Let’s take a moment to break down just the first belief, shall we?
Every child reads something he or she chooses. Yes. Every child gets to choose books that interest them. This instantly increases engagement during your independent reading time. Johnny is no longer trying to throw his scissors in the air because he is excited to read his Minecraft series! Now I’m not saying that I never sneak a guided reading book in a child’s book bag, but the majority of the books students are reading during independent reading time, they have chosen for themselves!
Students should pick from a variety of genres. This means as teachers, we must provide a variety of genres within our classroom libraries. Now is the perfect time to take inventory of your library. Make note of the genres you have, the topics. Next, hit up local garage sales, discount book stores, or host a book drive with friends and family to rev up your library.

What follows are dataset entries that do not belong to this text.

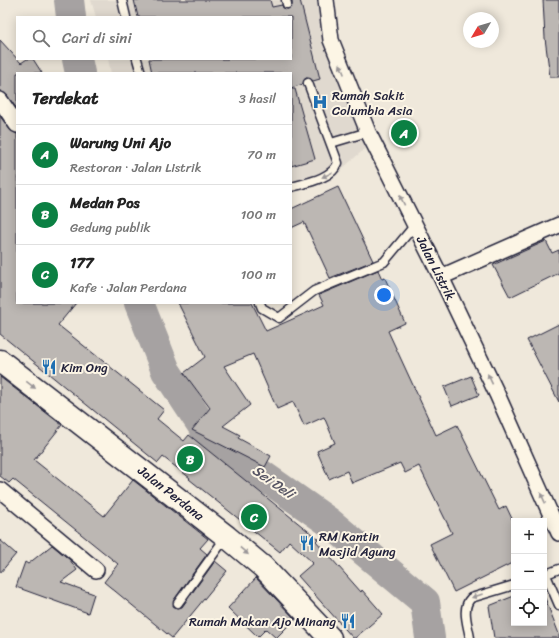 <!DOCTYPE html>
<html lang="id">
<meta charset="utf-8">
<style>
body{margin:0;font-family:Sriracha,sans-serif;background:#f2f2f2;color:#222}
.controls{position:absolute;right:12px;bottom:12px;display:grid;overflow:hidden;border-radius:0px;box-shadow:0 2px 10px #0003}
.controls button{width:36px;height:36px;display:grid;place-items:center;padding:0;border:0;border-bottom:1px solid #e0e0e0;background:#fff;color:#222;font:20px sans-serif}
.compass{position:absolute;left:463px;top:12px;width:36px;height:36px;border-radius:50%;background:#fff;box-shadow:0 2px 10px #0003;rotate:232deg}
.you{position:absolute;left:384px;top:295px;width:14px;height:14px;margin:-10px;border:3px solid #fff;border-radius:50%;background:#1a73e8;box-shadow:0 0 0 6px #1a73e833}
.badge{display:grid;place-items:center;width:26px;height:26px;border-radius:50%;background:#0b8043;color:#fff;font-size:13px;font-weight:700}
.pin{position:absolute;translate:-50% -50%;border:2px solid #fff;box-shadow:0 1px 4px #0006}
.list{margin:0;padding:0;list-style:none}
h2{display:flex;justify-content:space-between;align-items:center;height:52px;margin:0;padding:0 16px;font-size:17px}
h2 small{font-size:13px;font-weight:400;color:#767676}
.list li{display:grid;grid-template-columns:26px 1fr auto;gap:12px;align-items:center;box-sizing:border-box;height:60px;padding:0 16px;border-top:1px solid #e0e0e0}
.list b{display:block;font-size:15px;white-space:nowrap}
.list p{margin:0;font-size:13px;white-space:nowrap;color:#767676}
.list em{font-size:13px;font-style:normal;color:#767676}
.icon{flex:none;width:22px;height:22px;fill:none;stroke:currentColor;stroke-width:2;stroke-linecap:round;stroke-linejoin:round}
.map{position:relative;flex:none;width:559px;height:638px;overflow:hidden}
.search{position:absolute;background:#fff;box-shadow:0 2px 10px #0003;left:16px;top:16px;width:276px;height:44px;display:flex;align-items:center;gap:10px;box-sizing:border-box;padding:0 14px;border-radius:0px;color:#767676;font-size:15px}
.panel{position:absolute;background:#fff;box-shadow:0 2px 10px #0003;left:16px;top:72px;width:276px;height:232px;border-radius:0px}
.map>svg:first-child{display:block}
.built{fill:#e0d9cf}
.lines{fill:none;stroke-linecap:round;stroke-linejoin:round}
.river{stroke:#a6a2a2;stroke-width:30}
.building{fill:#bcb7b3;stroke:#22223b}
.lane-casing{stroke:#22223b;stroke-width:11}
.street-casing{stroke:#22223b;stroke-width:18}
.secondary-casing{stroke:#22223b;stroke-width:25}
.lane{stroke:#fcf5e5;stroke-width:8}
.street{stroke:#fcf5e5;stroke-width:15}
.secondary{stroke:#fcf5e5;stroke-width:22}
.oneway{fill:#9a9698}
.labels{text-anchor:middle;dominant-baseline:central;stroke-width:4;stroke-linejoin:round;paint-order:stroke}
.poi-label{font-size:13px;fill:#22223b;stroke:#fcf5e5;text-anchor:start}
.street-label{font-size:13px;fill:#22223b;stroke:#fcf5e5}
.water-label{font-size:14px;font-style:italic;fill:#575564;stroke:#fcf5e5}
</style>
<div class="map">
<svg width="559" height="638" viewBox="0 0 559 638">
<rect width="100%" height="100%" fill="#efe8db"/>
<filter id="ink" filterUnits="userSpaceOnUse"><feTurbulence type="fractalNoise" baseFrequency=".025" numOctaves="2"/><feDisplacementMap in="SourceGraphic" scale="8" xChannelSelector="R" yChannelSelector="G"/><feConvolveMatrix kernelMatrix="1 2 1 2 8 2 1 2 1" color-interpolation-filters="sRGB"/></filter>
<g filter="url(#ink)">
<path class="built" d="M91,0H324L368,146L335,175L291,191V73H111L108,59H291V17H96Z"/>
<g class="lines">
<path class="river" d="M69,0L71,17
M77,59L80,73
M139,303L166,371L211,439L329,522L425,602L430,638"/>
</g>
<path class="building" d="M134,0H270L272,7L282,5L283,8L288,9L292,6V0H300L320,79L313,81L311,79L306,78L304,80L303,84L291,88V73H152L149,59H291V17H138Z
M543,0H559V77H550L545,38Z
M0,40L21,63L27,59H33L42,73H17V109L7,95L0,91Z
M291,89H295L315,159L291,166Z
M0,116L10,130L17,134V303H76L58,325L164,410L157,419L184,441L189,435L318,539L316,541L361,592L362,590L383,614L355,638H353L298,576L313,563L289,541L280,552L189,479L190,478L163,457L158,463L0,334Z
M338,187L373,261L330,278L304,222L291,228V209Z
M546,241L552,253L559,250V273L510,297L493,265Z
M378,270L382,279L385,278L405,323L388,331L436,435L457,425L499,510L506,506L514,523V562L454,592L430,544L452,533L419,466L405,473L400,463L352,483L347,471L329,479L317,451L335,443L324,417L304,426L293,402L277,409L253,354L224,366L250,405L223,426L240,435L238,438L271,456L265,467L192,430L210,408L184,373L205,357L178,303H252L266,331L324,305L319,295Z
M559,324V402L527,340Z
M471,376L479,395L452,406L444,387Z
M0,377L62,425L34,460L104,516L133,480L208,539L200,548L207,554L174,600L173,606L177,608L182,607L215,561L227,571L172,638L104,582L118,564L13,479L9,483L0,476Z
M0,540L16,554L0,573Z
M52,545L70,560L77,570L61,582L94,594L88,613L16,587L25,562L28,564Z
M256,578L295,619L276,638L266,629L258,637L228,608Z
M514,596V623H544L545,598L559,634V638H494L489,606Z"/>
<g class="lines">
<g class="lane-casing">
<path id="lane" d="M122,0L126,17
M286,0L287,4
M137,59L141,73
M331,143L368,132
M291,187C305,183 332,179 338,163L308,83
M260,303L262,308L279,318L314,291L384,262L414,226
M544,575L559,569
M546,575L559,605
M178,603L226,537
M470,638C468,625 461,608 471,598L514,585"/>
</g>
<g class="street-casing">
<path id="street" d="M326,0L331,40L368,132L441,277L497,394L559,533
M0,100L17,125
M441,277L559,225
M0,490L96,570"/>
</g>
<g class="secondary-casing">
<path id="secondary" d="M0,361L227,537L263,567L330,638"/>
</g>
<use href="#lane" class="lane"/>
<use href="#street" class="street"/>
<use href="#secondary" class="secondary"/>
</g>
<defs><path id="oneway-solid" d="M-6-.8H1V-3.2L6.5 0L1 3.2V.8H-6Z"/></defs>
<g class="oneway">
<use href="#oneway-solid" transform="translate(342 69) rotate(-112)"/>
<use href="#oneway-solid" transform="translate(327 175) rotate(154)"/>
<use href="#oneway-solid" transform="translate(402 200) rotate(-116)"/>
<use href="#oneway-solid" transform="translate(490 379) rotate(-115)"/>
<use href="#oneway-solid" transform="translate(31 385) rotate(38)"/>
<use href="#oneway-solid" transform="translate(543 498) rotate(-114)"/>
<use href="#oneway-solid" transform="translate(244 551) rotate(40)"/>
<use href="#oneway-solid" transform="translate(477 596) rotate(161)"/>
</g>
</g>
<defs>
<g id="hospital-bare" transform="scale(1.2)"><path d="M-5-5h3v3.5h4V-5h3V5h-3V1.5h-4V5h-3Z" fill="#1f6fb2" stroke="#fcf5e5" stroke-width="2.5" paint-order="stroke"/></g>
<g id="restaurant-bare" transform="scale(1.2)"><path d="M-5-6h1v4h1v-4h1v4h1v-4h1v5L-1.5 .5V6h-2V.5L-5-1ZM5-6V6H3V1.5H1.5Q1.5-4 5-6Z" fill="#1f6fb2" stroke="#fcf5e5" stroke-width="2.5" paint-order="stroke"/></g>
</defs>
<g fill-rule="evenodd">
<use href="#hospital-bare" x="320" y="102"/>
<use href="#restaurant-bare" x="49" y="367"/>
<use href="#restaurant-bare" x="307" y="543"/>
<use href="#restaurant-bare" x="348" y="621"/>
</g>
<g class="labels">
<g class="poi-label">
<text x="332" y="95">Rumah Sakit<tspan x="332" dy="15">Columbia Asia</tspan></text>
<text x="61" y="367">Kim Ong</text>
<text x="319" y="536">RM Kantin<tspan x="319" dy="15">Masjid Agung</tspan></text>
<text x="336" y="621" text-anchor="end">Rumah Makan Ajo Minang</text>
</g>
<g class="street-label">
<text transform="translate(436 268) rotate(63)">Jalan Listrik</text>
<text transform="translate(171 493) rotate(38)">Jalan Perdana</text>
</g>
<g class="water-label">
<text transform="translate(273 482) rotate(35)">Sei Deli</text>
</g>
</g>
</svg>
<div class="controls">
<button>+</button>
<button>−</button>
<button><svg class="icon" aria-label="locate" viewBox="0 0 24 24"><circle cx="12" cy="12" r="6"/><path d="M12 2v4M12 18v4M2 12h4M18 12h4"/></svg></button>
</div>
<svg class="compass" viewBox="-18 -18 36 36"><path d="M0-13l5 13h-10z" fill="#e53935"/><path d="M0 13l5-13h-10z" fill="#767676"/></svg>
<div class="you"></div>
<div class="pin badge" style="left:404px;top:133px">A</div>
<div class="pin badge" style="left:190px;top:459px">B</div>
<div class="pin badge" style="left:254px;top:517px">C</div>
<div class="search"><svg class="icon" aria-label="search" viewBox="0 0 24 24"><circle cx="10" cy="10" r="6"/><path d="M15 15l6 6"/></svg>Cari di sini</div>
<section class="panel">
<h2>Terdekat<small>3 hasil</small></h2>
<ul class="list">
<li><span class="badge">A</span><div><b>Warung Uni Ajo</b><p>Restoran · Jalan Listrik</p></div><em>70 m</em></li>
<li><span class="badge">B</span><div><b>Medan Pos</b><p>Gedung publik</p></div><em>100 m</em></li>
<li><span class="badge">C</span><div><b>177</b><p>Kafe · Jalan Perdana</p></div><em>100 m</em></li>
</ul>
</section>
</div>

Sometimes we must teach students using programs that do not support independent reading due to the resources available or the administration’s guidelines. BUT, there is always an opportunity to provide authentic reading for your students. Afterall, that is what the research points to as the number one indicator of reading achievement.
Don’t believe me? Print off your own copy of the research? Does someone not believe you? Print off the research and just leave it where they will see it! This freebie will back up your scheduling decision to add independent reading into your day. It includes several research-based books and articles that conclude the value of independent reading. If this is something that interests you, feel free to research further by reading the source itself!
Get your Freebie HERE!
So to recap:
Let’s provide a space and time for our students to read. Real, authentic books.
Let’s provide a variety of genres in our libraries by adding to our collections now.
Let’s provide the research to back up our decisions as educators.